Specific paths such as Heathenism, blended traditions, polytheist reconstructionism, etc.

Posted by on in Paths Blogs
A Midsummer tipple, Minoan style

One of the aspects of archaeology that continues to amaze me is our ability to scrape tiny bits of residue out of ancient containers and figure out exactly what those containers held thousands of years ago. With this technique, we’ve been able to determine what the ancient Minoans ate and drank and even what kinds of cosmetics they used. Most people picture the people of the ancient world drinking wine, and they certainly did that, but the Minoans also drank mead. You might tend to think of this alcoholic beverage, brewed from honey rather than grapes, in connection with the Norse and the fabulous feasts at Valhalla, but mead was actually a popular drink all over the ancient world. Just be aware that it’s actually a wine, not a beer (honey beer/ale is a different beverage) so, unless you’re a god, don’t go quaffing it by the tankard-full. Today I’m sharing my recipe for mead so, if you like,  you can follow in the footsteps of the many people who have brewed and enjoyed this beverage for millennia.

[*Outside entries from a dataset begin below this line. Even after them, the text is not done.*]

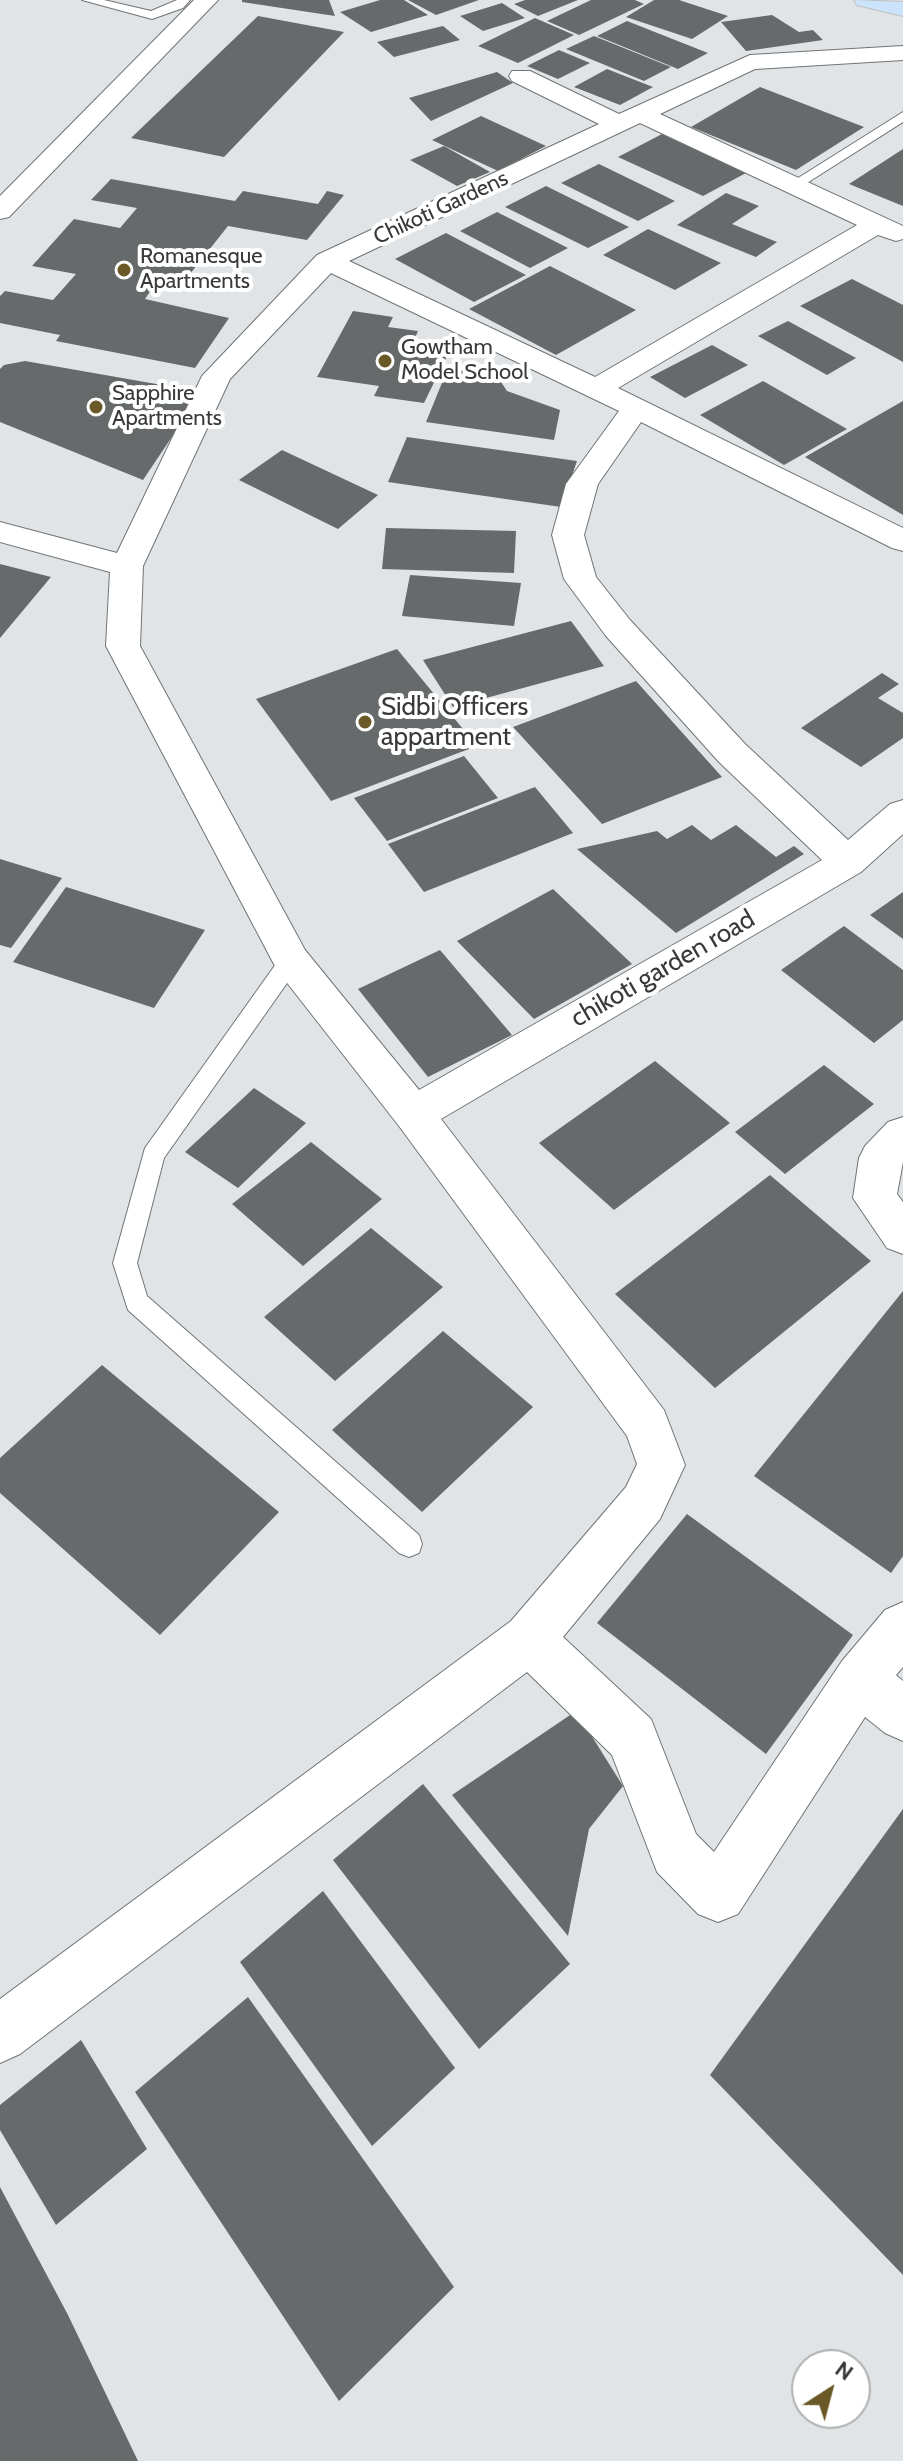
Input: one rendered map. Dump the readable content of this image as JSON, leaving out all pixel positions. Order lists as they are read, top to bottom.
{
  "streets": {
    "street": ["Chikoti Gardens", "chikoti garden road"]
  },
  "places": [
    "Romanesque Apartments",
    "Gowtham Model School",
    "Sapphire Apartments",
    "Sidbi Officers appartment"
  ],
  "north": "top right"
}
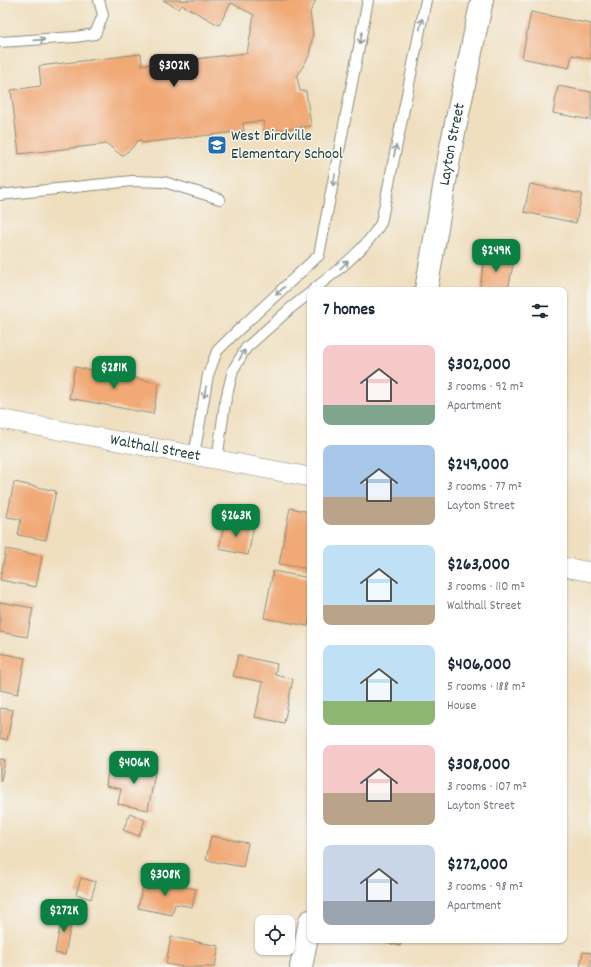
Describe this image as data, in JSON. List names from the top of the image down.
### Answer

My first foray into making mead – actually, brewing at all, since mead was the first brew I made – began in 1993. I was inspired by an article I read in the Lughnasadh issue of Keltria Journal. The author of the article, Steven of Prodea, outlined his method for brewing mead. Over the years I’ve refined my recipe but the process is really quite simple. You don’t need to go out and buy any kind of fancy equipment. I brewed my first batch using an empty gallon glass jug (from store-bought apple cider) and a balloon. The ingredients are simple, too: honey, water, and yeast. The only real requirement is that you make sure anything that touches the mead – your equipment, your hands – is scrupulously clean. You don’t want any unfriendly germs competing with the yeast in your brew. The results will likely be undrinkable. So wash everything with hot, soapy water or run it through the dishwasher before using. And wash your hands well, too.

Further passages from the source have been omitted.